Texts, Unsent Tweet Suggest Trump’s Inner Circle Planned For Jan. 6 March To Capitol

The House committee investigating the Jan. 6 attack is laying out the case that the day's violence was not simply a spontaneous protest that got out of hand.

WASHINGTON ― Former President Donald Trump knew he wanted to send his supporters to the U.S. Capitol on Jan. 6, 2021, but he didn’t want to broadcast that in advance, according to the House committee investigating the attack on Congress that day.

Trump had previously encouraged his supporters to come to Washington for a protest against his loss in the 2020 presidential election. “Big protest in D.C. on January 6th,” he tweeted on Dec. 19, 2020. “Be there, will be wild!” But prior to Jan. 6, he hadn’t specified a march to the Capitol.

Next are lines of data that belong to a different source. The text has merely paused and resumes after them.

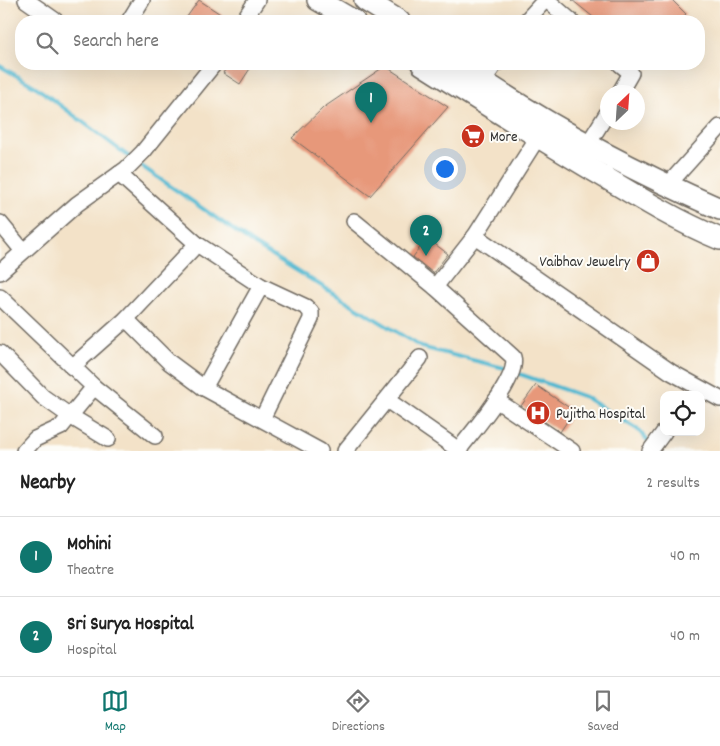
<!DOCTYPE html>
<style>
body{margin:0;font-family:Dekko,sans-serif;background:#f2f2f2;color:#222}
.controls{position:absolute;right:15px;bottom:15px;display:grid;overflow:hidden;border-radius:10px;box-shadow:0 5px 20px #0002}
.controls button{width:45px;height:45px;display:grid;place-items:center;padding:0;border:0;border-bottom:1px solid #e0e0e0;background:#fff;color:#222;font:25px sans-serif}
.compass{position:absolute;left:600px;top:85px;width:45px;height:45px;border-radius:50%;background:#fff;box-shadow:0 5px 20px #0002;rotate:25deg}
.you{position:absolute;left:444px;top:168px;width:18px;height:18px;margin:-12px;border:4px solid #fff;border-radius:50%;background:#1a73e8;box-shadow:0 0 0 8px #1a73e833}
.badge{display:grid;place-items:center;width:32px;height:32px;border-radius:50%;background:#0f766e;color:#fff;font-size:16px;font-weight:700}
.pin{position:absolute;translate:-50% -41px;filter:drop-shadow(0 1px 2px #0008)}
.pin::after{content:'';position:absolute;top:26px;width:18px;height:15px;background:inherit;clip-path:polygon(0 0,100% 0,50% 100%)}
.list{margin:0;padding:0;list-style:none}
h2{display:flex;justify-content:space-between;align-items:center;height:65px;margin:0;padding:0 20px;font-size:21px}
h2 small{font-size:16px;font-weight:400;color:#767676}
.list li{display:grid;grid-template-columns:32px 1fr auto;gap:15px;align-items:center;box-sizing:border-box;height:80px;padding:0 20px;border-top:1px solid #e0e0e0}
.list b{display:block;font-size:19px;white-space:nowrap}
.list p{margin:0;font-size:16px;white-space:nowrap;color:#767676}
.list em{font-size:16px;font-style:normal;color:#767676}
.icon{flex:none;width:28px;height:28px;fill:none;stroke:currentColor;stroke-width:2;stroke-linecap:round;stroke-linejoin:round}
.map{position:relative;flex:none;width:720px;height:451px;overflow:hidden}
.search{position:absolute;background:#fff;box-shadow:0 5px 20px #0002;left:15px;right:15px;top:15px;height:55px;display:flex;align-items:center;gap:12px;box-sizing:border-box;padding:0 18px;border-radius:20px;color:#767676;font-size:19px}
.sheet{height:225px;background:#fff}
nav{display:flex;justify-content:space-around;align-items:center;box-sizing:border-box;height:70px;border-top:1px solid #e0e0e0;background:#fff;font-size:14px;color:#767676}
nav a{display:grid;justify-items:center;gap:2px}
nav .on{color:#0f766e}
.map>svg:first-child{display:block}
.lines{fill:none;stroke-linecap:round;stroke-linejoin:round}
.stream{stroke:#51b8d0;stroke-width:4}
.building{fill:#e7987a}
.street-casing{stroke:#716b62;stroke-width:18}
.secondary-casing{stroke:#716b62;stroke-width:24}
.street{stroke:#fff;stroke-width:15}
.secondary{stroke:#fff;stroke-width:21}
.labels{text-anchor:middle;stroke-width:4;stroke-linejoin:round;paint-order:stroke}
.poi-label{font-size:15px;fill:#2b2b2b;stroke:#fdfcf7;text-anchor:start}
</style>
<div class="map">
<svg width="720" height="451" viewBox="0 0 720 451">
<rect width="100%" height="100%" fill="#fdfcf7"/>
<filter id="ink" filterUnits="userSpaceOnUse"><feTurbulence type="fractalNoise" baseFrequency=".02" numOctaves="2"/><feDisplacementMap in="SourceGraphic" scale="10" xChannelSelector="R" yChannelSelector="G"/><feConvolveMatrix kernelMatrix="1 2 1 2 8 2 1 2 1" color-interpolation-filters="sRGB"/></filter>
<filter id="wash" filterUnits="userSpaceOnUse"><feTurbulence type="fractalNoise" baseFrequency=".0096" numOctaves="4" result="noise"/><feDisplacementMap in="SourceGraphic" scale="20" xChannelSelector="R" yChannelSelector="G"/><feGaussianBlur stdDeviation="1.12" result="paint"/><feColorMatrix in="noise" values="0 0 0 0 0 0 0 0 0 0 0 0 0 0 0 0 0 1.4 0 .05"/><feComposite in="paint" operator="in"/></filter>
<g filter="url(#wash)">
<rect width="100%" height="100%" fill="#f3e2c8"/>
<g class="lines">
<!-- stream -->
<g class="stream">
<path d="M0 66 36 87 132 159"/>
<path d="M137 163 255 245 421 347 508 369"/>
<path d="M514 372 585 397 637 429 650 443"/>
</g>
</g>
<g id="blocks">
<!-- building -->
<g class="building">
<path d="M199 0 231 21H184Z"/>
<path d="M572 0H672L686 14 679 21H598Z"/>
<path d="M229 64H253L240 84 223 73Z"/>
<path d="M385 66 448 107 370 196 292 138 323 108Z"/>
<path d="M427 238 448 254 433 273 413 257Z"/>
<path d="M536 385 574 411 560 432 521 406Z"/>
</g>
</g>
</g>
<g filter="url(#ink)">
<use href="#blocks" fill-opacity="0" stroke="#716b62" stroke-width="1"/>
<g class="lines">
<!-- street casing -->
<g class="street-casing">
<g id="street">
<path d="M26 0 56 21"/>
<path d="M547 0 571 21"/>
<path d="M129 21 142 0"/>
<path d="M243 21 257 0"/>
<path d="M526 21 545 0"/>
<path d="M483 81 495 64"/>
<path d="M620 92 631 73 620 64"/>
<path d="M538 137 475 236 671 372 720 399"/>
<path d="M588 144 608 112"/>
<path d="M119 174 197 244 261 286 306 307 311 312V319L262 419"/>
<path d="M667 186 720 127"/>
<path d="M354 221 435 287 513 357C520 378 471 433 458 451"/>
<path d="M0 223 23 251"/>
<path d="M0 272 77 204 126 169 143 152 214 64"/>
<path d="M435 287 475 236"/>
<path d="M0 297 94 387 155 436"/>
<path d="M126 319 169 362 204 388 320 451"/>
<path d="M0 353 43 397 70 416 108 439"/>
<path d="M72 367 126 319 197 244"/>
<path d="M204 388 261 286"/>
<path d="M387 400 460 451"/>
<path d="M496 400 572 451"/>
<path d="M24 451 35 439 61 427 94 387"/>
<path d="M345 451 420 358"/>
<path d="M650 451 664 432"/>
</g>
</g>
<!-- secondary casing -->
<g class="secondary-casing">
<g id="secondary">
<path d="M318 0 354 21"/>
<path d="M365 0 399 21"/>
<path d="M422 64C482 102 542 140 603 176 641 199 679 222 720 239"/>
<path d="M458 64C540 122 629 169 720 209"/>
</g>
</g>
<!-- street -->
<use href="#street" class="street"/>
<!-- secondary -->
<use href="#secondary" class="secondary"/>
</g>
</g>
<!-- icons -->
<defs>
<g id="supermarket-disc" transform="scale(1.25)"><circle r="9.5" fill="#c8321e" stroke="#fdfcf7"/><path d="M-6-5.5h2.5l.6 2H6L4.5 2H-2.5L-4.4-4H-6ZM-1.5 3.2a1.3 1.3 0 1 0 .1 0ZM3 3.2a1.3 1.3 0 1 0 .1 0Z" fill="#fff"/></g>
<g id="shop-disc" transform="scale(1.25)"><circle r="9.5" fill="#c8321e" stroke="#fdfcf7"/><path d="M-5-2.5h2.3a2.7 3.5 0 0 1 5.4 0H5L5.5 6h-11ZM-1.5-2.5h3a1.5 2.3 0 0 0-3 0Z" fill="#fff"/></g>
<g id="hospital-disc" transform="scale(1.25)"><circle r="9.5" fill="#c8321e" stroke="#fdfcf7"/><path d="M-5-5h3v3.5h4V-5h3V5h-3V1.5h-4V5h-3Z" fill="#fff"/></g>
</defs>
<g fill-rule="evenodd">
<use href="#supermarket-disc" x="473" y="136"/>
<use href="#shop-disc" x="648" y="261"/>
<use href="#hospital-disc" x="538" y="413"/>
</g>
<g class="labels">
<!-- poi labels -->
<g class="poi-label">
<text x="490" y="141">More</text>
<text x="630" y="266" text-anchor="end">Vaibhav Jewelry</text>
<text x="556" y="418">Pujitha Hospital</text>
</g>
</g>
</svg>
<div class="controls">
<button><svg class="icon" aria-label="locate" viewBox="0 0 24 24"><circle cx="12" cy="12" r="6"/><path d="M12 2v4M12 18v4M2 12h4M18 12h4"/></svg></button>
</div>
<svg class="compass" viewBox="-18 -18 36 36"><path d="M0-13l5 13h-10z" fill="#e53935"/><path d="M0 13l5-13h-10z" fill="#767676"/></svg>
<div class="you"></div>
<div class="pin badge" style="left:371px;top:123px">1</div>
<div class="pin badge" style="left:426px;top:256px">2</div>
<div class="search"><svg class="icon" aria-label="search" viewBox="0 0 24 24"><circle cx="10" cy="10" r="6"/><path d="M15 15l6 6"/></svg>Search here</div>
</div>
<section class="sheet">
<h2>Nearby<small>2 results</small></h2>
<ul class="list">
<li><span class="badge">1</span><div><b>Mohini</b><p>Theatre</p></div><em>40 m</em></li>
<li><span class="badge">2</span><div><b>Sri Surya Hospital</b><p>Hospital</p></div><em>40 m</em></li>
</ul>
</section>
<nav>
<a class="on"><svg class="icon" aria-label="map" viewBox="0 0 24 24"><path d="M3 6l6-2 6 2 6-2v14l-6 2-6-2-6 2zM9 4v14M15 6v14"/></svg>Map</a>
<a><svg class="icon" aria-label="directions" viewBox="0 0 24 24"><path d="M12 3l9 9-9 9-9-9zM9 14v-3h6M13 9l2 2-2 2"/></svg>Directions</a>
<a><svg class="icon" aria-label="saved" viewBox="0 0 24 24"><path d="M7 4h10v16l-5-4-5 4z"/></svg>Saved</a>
</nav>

“The president’s own documents suggest the president had decided to call on his supporters to go to the Capitol on January 6, but he chose not to widely announce it until his speech that morning,” committee member Rep. Stephanie Murphy (D-Fla.) said Tuesday.

Former President Donald Trump had encouraged his supporters to come to Washington for a “wild” protest on Jan. 6, 2021, but he hadn’t specified a march to the Capitol.
Former President Donald Trump had encouraged his supporters to come to Washington for a “wild” protest on Jan. 6, 2021, but he hadn’t specified a march to the Capitol.
Mark Humphrey/Associated Press

The committee obtained an undated, unsent draft tweet from Trump outlining the upcoming day’s events, which he said would start with a speech and then a march to the Capitol, where lawmakers would be certifying the election result. (The committee had previously subpoenaed White House records from the National Archives.)

“I will be making a Big Speech at 10AM on January 6th at the Ellipse (South of the White House),” Trump wrote in an unsent draft tweet obtained by the committee. “Please arrive early, massive crowds expected. March to the Capitol after. Stop the Steal!!”

“Although this tweet was never sent, rally organizers were discussing and preparing for the march to the Capitol in the days leading up to January 6,” Murphy said.

Text messages allegedly sent among rally organizers corroborated the idea that Trump’s inner circle had quietly planned for action at the Capitol. On Jan. 4, one unidentified organizer wrote in a text to MyPillow CEO Mike Lindell that “this stays between us” that there would be a march on Congress: “POTUS is just going to call for it, unexpectedly.”

Another text, sent the following day from rally organizer Ali Alexander, said the president is “supposed to order us to the capitol at the end of his speech but we will see.”

Police at the Capitol had expected protesters that day and had surrounded the complex with fences, but they weren’t prepared for the onslaught of Trump supporters who eventually arrived.

In a previous hearing, the House committee heard bombshell testimony from former White House aide Cassidy Hutchinson, who said she heard the president say on Jan. 6 that he didn’t care about police reports that some of his supporters had brought weapons to his speech.

“I don’t f**ing care that they have weapons,” Trump said, according to Hutchinson. “They’re not here to hurt me.”

During his speech at the Ellipse, Trump told the crowd: “We’re going to walk down to the Capitol, and we’re going to cheer on our brave senators and congressmen and women, and we’re probably not going to be cheering so much for some of them.”

From the outset, the committee has argued that the attack on the Capitol was not a protest that got out of control, but an intentional effort to disrupt the certification of the 2020 election and keep Trump in the White House illegitimately. The primary documents displayed in the committee room Tuesday bolstered the committee’s case that Trump was following a plan.

“The evidence confirms this was not a spontaneous call to action, but rather was a deliberate strategy decided upon in advance by the president,” Murphy said.

The committee’s seventh day of testimony centered on Trump’s Dec. 19 tweet ― “Be there, will be wild!” ― arguing that it was the catalyst for organizing violent protests at the Capitol by right-wing extremists.

Committee members also presented testimony from White House lawyers and campaign advisers about a chaotic Dec. 18 meeting where Trump discussed signing an executive order to seize voting machines and making Sidney Powell, a conspiracy theorist and his personal attorney, a White House special counsel. Former White House counsel Pat Cipollone said he pushed back against ideas for further contesting the election after dozens of court challenges had flopped.

Additionally, the committee heard live testimony from Jason Van Tatenhove, a former Oath Keepers spokesperson, and Stephen Ayres, a Trump supporter from Warren, Ohio, who attended the rally at the Ellipse and was later criminally charged with breaching the Capitol.

Ayres said he did not intend to go to the Capitol when he first came to Washington, but that he did so at Trump’s urging.

“The president got everybody riled up, told everybody to head on down,” Ayres said. “So we basically, we just followed what he said.”